Ultimately, it may be possible to correct defects in the clock or harness it to improve the function of the body's daily, or circadian, rhythms. "Understanding the clock may allow us to manipulate sleep or at least to understand abnormalities of sleep in patients based on aberration of their central clock," he says.
A better understanding of how the clock mechanism drives bodily rhythms could also lead to more efficacious treatments of disease. For example, heart and asthma attacks are more likely to occur at certain times of day. And certain medications have greater efficiency and lower toxicity depending on what hour they are given. "It's a whole area of circadian biology that is coming into its own," Reppert says.
For 25 years, scientists knew a master timepiece was lodged behind the eyes, in a structure called the suprachiasmatic nucleus (SCN), but they knew little about the molecular workings of the clock -- the genes and proteins that make the clock tick on a 24-hour basis. Over the past eighteen months, they have discovered that the clock consists of at least six proteins that engage in a series of elegant and precisely timed pas de deux that result in genes being switched on and off over a 24-hour cycle.

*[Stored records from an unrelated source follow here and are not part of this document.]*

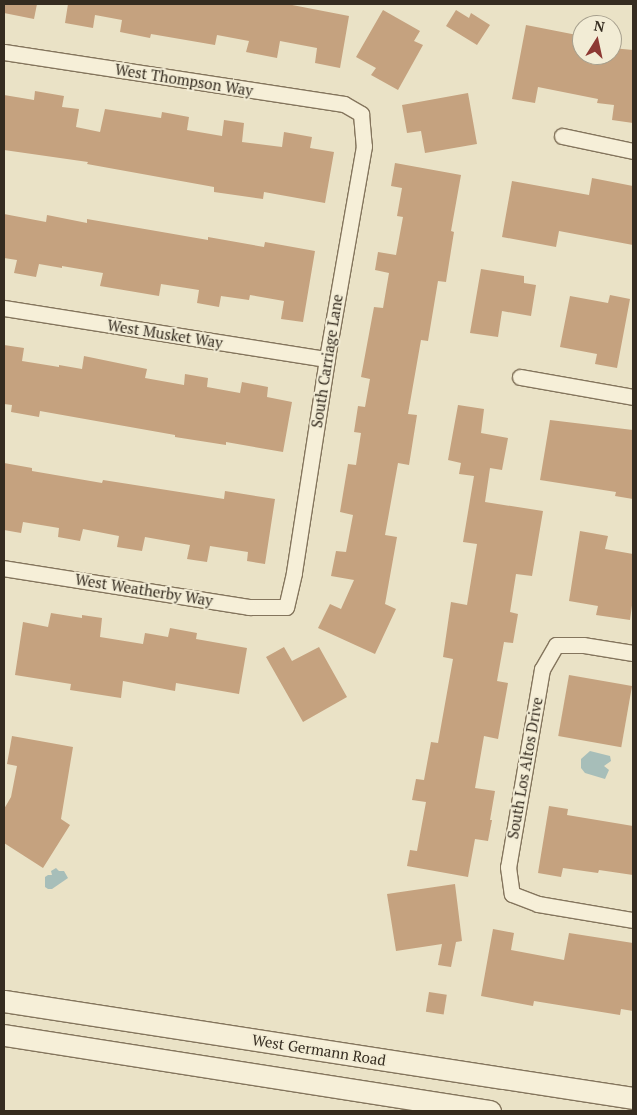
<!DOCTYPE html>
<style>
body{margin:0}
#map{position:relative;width:637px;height:1115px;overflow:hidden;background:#eae2c6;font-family:"PT Serif",serif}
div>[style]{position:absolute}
.water>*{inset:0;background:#a7beb9}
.building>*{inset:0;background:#c5a27f;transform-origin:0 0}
.roads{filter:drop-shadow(1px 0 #84755d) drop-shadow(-1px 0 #84755d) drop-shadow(0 1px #84755d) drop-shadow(0 -1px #84755d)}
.minor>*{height:15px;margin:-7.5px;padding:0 7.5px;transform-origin:7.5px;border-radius:7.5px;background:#f6efd8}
.secondary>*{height:21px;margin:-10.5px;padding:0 10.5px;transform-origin:10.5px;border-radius:10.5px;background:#f6efd8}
span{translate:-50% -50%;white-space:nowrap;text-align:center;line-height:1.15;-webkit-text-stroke:4px #f2ecd5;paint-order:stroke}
.street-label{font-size:15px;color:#352c20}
.frame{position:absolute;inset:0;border:5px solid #352c20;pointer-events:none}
.north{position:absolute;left:572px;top:15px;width:50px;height:50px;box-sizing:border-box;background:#f2ecd5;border:1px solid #a69f8d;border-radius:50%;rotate:10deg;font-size:14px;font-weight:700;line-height:20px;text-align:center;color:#352c20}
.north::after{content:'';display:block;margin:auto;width:18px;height:22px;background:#8d3933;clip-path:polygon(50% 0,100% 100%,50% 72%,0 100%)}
</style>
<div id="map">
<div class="water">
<i style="clip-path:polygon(590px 751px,610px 756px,611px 761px,604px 766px,609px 770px,605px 779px,585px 773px,581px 768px,581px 759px)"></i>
<i style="clip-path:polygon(56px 868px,59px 871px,64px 871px,68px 878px,52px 889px,48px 889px,45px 887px,45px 877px,48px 875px,52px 875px,51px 871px)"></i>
</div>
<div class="building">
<i style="clip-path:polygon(4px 4px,37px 4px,34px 19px,4px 13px)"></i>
<i style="clip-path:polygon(68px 4px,287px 4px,349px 16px,340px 68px,315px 63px,317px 48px,280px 41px,277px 58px,246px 52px,249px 41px,217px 35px,215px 45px,151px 34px,150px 38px,120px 32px,122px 20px,95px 15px,93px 28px,65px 23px)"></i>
<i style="clip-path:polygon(383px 10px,420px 31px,414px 41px,423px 45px,398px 90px,371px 75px,376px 68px,356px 57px)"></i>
<i style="clip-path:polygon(456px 10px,469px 18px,471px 13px,490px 25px,477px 45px,446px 26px)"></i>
<i style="clip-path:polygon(526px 25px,582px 36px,579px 55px,612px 55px,612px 48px,633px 50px,633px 123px,612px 120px,614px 105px,597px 103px,598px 99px,538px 87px,535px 103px,512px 99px)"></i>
<i style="clip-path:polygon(35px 91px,64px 96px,62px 107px,79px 109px,76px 127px,100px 132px,105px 109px,161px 118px,162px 112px,189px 117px,187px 130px,222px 136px,224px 120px,244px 123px,242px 142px,282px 147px,284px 132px,312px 137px,310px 148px,334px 152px,325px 203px,264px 192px,263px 199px,214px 192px,214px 187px,87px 164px,88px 162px,4px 150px,4px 95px,34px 100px)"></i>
<i style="clip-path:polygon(468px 93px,477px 144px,425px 153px,421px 131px,407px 133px,402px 105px)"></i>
<i style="clip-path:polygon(395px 163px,461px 175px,451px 231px,454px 232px,446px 282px,438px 281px,428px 341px,421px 340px,408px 414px,417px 415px,409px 465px,398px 463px,385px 535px,397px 537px,385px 604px,396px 609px,375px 654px,318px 628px,330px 604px,341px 609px,354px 580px,331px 576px,336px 551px,346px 552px,353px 515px,340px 512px,348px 464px,356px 465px,361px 433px,354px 432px,358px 406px,365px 407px,370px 379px,361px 377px,374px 307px,383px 308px,389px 273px,375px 270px,378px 252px,396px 255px,403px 217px,397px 216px,402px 188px,391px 186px)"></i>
<i style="clip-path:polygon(592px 178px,633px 186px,633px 245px,559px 231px,556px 247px,502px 237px,512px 181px,589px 195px)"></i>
<i style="clip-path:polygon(4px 214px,46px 222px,47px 215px,87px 223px,87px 219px,208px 240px,208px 237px,264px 247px,265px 242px,315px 251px,303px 322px,281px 319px,284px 301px,250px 295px,249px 300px,221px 296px,219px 307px,197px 303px,199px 290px,161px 284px,159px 296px,100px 286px,103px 273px,62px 266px,62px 268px,39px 264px,36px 277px,14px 273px,17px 260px,4px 258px)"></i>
<i style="clip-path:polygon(481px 269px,524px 276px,524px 283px,536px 285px,531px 316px,502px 311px,498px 337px,470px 333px)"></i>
<i style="clip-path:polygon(610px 295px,630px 299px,617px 368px,595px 364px,597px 354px,560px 347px,570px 296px,608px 303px)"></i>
<i style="clip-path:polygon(4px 345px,24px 348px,22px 361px,59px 367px,59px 365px,82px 369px,84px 356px,147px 369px,145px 378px,184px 385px,185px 374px,208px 378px,207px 387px,240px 393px,242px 382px,268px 387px,267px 397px,292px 402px,283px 452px,226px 442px,226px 445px,175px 437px,175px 435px,40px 411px,39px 417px,11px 412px,12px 405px,4px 404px)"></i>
<i style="clip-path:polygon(458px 405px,484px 409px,481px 433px,508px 438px,502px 470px,490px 468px,485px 502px,543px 511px,532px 576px,516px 574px,510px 612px,518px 614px,513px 643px,504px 642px,497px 681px,508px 683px,498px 739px,484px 736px,475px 788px,495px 791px,490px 820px,492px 820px,488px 841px,475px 839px,468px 877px,407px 866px,410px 850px,417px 851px,426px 802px,412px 800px,416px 779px,424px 780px,431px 742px,438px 743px,453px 659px,443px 657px,451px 602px,467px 605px,477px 544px,463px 542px,474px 476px,459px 474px,461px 463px,448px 460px)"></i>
<i style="clip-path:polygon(550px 420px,633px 430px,633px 499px,615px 496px,616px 492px,540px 480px)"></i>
<i style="clip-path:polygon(4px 463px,32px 468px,32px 471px,102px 483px,103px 480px,224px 499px,225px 491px,275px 499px,265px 564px,247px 561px,248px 552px,210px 546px,207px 562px,187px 559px,190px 545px,145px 537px,142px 551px,117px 547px,119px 536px,83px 529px,80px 541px,58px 537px,59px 528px,23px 522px,21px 533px,4px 530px)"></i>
<i style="clip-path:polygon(580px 531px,608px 536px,605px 549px,633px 554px,633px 598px,630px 620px,596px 615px,598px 606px,569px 601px)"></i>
<i style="clip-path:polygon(51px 613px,82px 618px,82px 615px,102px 618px,100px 637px,143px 644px,145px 633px,168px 637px,170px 628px,197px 633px,196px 639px,247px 648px,239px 694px,176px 683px,175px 691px,123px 681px,121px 698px,70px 690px,71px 684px,15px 675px,23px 622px,48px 627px)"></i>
<i style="clip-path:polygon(284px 647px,292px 661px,319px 647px,347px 697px,303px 722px,266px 657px)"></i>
<i style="left:569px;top:675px;width:64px;height:62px;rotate:10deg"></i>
<i style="clip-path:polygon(12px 736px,73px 747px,61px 819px,70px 825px,43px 868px,4px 843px,4px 809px,11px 797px,17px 766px,7px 764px)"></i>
<i style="clip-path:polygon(549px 806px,568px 809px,567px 815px,633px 826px,633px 875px,599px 870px,598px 873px,563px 868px,561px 877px,538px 873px)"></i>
<i style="clip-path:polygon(455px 884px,462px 941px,456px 942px,451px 967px,438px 965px,442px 944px,396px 951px,387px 894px)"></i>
<i style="clip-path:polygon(493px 929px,514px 933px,511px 950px,564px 960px,569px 933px,633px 943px,633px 1011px,621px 1009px,620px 1015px,534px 1001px,533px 1006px,481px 996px)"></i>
<i style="left:429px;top:992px;width:18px;height:20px;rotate:9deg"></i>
</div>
<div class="roads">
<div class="minor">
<i style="left:4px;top:52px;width:344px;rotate:8.7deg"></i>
<i style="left:344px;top:104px;width:20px;rotate:30deg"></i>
<i style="left:361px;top:114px;width:32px;rotate:85deg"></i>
<i style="left:364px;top:146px;width:216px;rotate:99.9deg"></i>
<i style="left:327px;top:359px;width:217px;rotate:98.8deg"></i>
<i style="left:294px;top:573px;width:35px;rotate:103deg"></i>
<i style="left:286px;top:607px;width:37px;rotate:180deg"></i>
<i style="left:249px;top:607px;width:248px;rotate:-171deg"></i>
<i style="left:562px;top:136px;width:73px;rotate:11.9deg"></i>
<i style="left:4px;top:308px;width:327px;rotate:9deg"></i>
<i style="left:520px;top:377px;width:115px;rotate:10deg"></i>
<i style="left:633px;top:653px;width:51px;rotate:-170.9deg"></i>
<i style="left:583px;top:645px;width:27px;rotate:180deg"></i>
<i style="left:556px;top:645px;width:28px;rotate:120deg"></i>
<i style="left:542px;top:669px;width:201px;rotate:99.7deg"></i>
<i style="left:508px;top:867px;width:27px;rotate:82deg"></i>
<i style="left:512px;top:894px;width:28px;rotate:21deg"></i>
<i style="left:538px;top:904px;width:96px;rotate:9.6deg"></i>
</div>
<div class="secondary">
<i style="left:4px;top:1001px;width:636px;rotate:8.77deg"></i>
<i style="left:4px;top:1035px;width:492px;rotate:8.9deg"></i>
</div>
</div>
<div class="street-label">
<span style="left:184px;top:80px;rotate:9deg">West Thompson Way</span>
<span style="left:165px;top:334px;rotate:9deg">West Musket Way</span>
<span style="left:327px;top:361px;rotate:-81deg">South Carriage Lane</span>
<span style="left:144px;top:590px;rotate:9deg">West Weatherby Way</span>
<span style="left:525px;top:768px;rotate:-80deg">South Los Altos Drive</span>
<span style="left:319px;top:1050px;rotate:9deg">West Germann Road</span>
</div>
<div class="frame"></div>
<div class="north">N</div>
</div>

They also suspected the clock might drive bodily rhythms through the release of peptides, hormones, and neurotransmitters but were mystified as to how genes for these substances were turned on and off. Reppert and his colleagues have discovered that the gene for arginine vasopressin, a peptide that is released rhythmically in specific brain regions over the course of the day, contains the same on switch as one of the six genes in the central clock mechanism. And the switch for this output gene appears to be turned on and off by the same proteins, or transcription factors, that control the central clock genes.
Reppert believes the device may be found on a number of output genes, such as those for proteins controlling blood pressure, sleep onset, and other circadian rhythms. "We think this is one way the transcription machinery of the central clock directs output genes in a variety of directions to ultimately get control of rhythms in physiology and behavior," says Reppert. "This is probably not the only way to control output from the SCN. There are probably others that are just waiting to be discovered."
This work was funded by the National Institutes of Health.